From: Dean Snyder (dean.snyder@jhu.edu)
Date: Wed Mar 09 2005 - 12:44:21 CST
Peter Constable wrote at 9:49 PM on Monday, March 7, 2005:
>Whenever anyone suggests that something isn't plain text, one can always
>respond that the question of what is plain text is begged.
>
>A: "I want characters for A-Z that flash when displayed."
>B: "That isn't plain text."
>A: "Well, that's begging the question..."
Why stop with this ridiculous straw man example? Why not suggest
characters that deform based on ambient sounds?
>Ken's point is that, after years of working with architecting and
>designing implementations for processing of text, he (and many others)
>would consider this far better handled as rich or marked-up text rather
>than plain text.
Apparently others do not agree with you. That makes this a legitimate
candidate for discussion which is all I've suggested so far.

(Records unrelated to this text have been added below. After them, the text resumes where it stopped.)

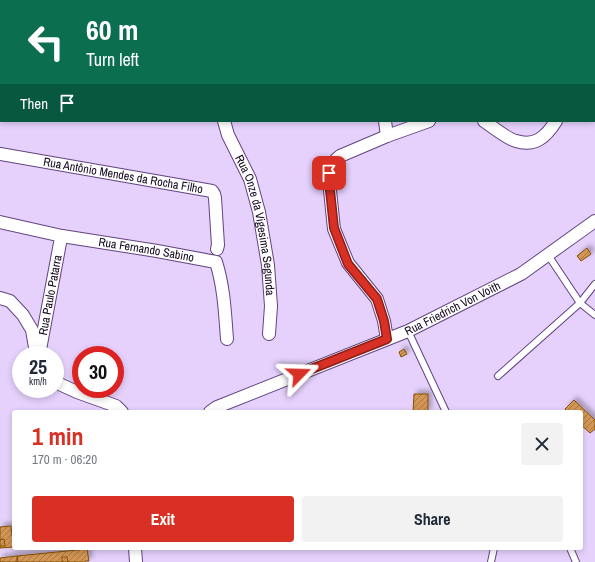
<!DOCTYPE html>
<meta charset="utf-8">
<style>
body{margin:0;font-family:"Archivo Narrow",sans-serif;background:#f2f2f3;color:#1f2937;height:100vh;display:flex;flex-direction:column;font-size:15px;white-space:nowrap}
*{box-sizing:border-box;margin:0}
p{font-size:13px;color:#747a83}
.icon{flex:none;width:22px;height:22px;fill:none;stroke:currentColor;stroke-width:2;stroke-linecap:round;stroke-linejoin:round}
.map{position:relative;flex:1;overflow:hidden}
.sheet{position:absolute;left:12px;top:410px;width:571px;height:140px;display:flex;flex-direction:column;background:#fff;border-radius:4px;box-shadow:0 2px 6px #0003}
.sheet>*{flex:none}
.hud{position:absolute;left:0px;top:0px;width:595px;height:122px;box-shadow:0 2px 6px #0003;background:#0b6e4f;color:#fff;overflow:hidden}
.speed{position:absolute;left:12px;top:346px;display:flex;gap:8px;font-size:20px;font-weight:700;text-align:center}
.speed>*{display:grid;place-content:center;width:52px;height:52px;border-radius:50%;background:#fff;box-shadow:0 2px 6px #0003;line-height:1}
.speed small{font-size:10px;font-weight:400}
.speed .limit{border:6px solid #d22;background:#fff;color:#111}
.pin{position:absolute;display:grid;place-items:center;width:34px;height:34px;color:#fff;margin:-17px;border-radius:8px;box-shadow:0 2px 6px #0006}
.me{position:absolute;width:44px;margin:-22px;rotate:68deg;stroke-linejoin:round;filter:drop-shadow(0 0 3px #0008)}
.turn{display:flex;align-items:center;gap:14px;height:84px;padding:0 20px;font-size:18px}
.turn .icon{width:52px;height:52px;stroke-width:2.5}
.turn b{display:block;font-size:28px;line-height:34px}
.then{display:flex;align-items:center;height:38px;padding:0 20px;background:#0003;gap:8px;font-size:15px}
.round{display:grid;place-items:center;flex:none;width:42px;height:42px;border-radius:4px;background:#f2f2f3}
.summary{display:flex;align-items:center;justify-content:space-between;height:68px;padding:0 20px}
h1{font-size:24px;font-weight:800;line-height:30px;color:#d93025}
.primary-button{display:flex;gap:8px;margin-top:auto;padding:8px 20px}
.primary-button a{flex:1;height:46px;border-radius:4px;background:#d93025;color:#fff;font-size:16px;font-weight:800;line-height:46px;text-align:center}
.primary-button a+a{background:#f2f2f3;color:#1f2937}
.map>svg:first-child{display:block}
.building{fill:url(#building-hatch);stroke:#834f04;filter:url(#shadow)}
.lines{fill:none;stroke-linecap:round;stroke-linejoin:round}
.service-casing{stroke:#634381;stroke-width:8}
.minor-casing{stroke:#634381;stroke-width:14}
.service{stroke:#fff;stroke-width:6}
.minor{stroke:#fff;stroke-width:12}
.route-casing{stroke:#8d1f18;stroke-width:10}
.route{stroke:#d93025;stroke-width:7}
.labels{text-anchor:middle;stroke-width:3;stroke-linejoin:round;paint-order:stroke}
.street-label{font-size:12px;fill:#13061e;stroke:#e5d1fc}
</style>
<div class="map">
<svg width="595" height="562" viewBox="0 0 595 562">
<defs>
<pattern id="building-hatch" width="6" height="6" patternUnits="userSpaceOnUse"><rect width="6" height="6" fill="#d39655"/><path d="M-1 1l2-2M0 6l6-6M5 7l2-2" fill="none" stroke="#aa7846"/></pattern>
<filter id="shadow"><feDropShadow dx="3.5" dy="-3.5" stdDeviation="2" flood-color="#0004"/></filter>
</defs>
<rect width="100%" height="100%" fill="#e5d1fc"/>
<g class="building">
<path d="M 587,248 L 591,254 L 581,261 L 577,256 Z"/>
<path d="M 404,349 L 407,354 L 401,357 L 399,352 Z"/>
<path d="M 414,394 L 428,394 L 428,412 L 413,412 Z"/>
<path d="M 574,400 L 595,420 L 595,429 L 590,433 L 581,425 L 581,412 L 568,412 L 565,409 Z"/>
<path d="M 11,526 L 12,536 L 14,536 L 14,547 L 0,548 L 0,527 Z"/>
<path d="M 4,539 L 5,546 L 0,546 L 0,540 Z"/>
<path d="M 87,549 L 89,561 L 85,561 L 85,562 L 18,562 L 17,556 Z"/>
<path d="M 17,556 L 17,562 L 0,562 L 0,558 Z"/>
<path d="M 62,557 L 67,557 L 68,562 L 62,562 Z"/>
</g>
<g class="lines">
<defs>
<g id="service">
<path d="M 548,255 L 580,303 L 595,315"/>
<path d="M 408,331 L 446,412"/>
<path d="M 498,376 L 580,303 L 595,284"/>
<path d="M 570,548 L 576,562"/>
<path d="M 491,562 L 494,548"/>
</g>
<g id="minor">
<path d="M 366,1 L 366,0"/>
<path d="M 375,1 L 377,0"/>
<path d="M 529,1 L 530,0"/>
<path d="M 0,17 L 1,17"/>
<path d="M 594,55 L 595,53"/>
<path d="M 0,85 L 1,85"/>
<path id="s1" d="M 224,121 L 228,135 L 250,179 L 259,212 L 268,265 L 271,306 L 269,334"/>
<path d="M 385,121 L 387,136"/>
<path d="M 484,121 C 491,126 509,140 516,141 C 535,147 546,137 556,121"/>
<path id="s2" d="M 0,154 L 212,191 L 214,194 L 215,198 L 218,245 L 217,249"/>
<path id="s3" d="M 0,222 L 62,236 L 157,251 L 216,262 C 224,287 225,313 227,339"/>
<path d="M 0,298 L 10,301 L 23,315 L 32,330 L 36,353"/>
<path d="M 387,339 L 384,321 L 377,299 L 348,263 L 334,229 L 329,181 C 330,169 331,163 340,156 L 387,136 L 429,121"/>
<path id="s4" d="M 39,355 L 60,243 L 62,236"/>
<path d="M 55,382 L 77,392 L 116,406 L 122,412"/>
<path id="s5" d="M 210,412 L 217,407 L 408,331 L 521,274 L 595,221"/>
<path d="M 135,548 L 136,562"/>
</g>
</defs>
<use href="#service" class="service-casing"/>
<use href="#minor" class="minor-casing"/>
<use href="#service" class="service"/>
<use href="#minor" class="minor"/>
</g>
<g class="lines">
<defs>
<path id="route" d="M 299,374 L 387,339 L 384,321 L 377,299 L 348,264 L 334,228 L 329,181 L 329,173"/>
</defs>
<use href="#route" class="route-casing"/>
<use href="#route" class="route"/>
</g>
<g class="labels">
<g class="street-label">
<text dy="4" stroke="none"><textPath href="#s2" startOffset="125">Rua Antônio Mendes da Rocha Filho</textPath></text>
<text dy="4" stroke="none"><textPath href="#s1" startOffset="110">Rua Onze da Vigesima Segunda</textPath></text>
<text dy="4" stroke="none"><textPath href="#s3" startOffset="149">Rua Fernando Sabino</textPath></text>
<text dy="4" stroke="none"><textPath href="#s4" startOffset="61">Rua Paulo Patarra</textPath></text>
<text dy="4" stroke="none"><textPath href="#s5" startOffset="264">Rua Friedrich Von Voith</textPath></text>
</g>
</g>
</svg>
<div class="speed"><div>25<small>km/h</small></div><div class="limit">30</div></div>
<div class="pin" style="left:329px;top:173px;background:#d93025"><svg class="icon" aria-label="arrive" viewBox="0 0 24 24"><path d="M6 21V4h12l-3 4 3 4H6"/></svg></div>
<svg class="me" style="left:299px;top:374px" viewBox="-20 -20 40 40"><path d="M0-17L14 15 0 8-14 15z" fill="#d93025" stroke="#fff" stroke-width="4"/></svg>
<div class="hud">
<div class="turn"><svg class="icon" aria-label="left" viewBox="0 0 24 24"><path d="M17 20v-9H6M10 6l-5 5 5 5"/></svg><div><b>60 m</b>Turn left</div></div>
<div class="then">Then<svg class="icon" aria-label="arrive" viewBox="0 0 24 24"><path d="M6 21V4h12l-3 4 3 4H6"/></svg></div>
</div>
<section class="sheet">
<div class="summary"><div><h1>1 min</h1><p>170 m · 06:20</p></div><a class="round"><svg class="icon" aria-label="close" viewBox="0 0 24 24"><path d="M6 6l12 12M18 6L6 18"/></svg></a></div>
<div class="primary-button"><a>Exit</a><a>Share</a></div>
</section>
</div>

>I quite agree with that judgment. This idea has several complications. I
>certainly think it's a good idea that paleographers should have a way to
>convey such information, but not in plain text.
You give no reason why encoded damage indicators are a bad idea. And you
offer no definition of plain text.
>The one thing that
>resembles this that I *do* think might be appropriate for plain text is
>the case of a base character that has become illegible due to
>degradation of the document, while there are marks that combine with
>that base that are still identifiable. This goes rather beyond that,
>though.
Why is damage to a base character with combining characters plain text,
but damage to a stand-alone base character is not plain text?
>Some complications:
>
>- You say that one of these rendering modifier characters would proceed
>the character they modify. How do they interact with combining
>sequences?
There are at least two ways to handle base plus combining characters with
damage - as conjointly damaged components or as separately damaged units.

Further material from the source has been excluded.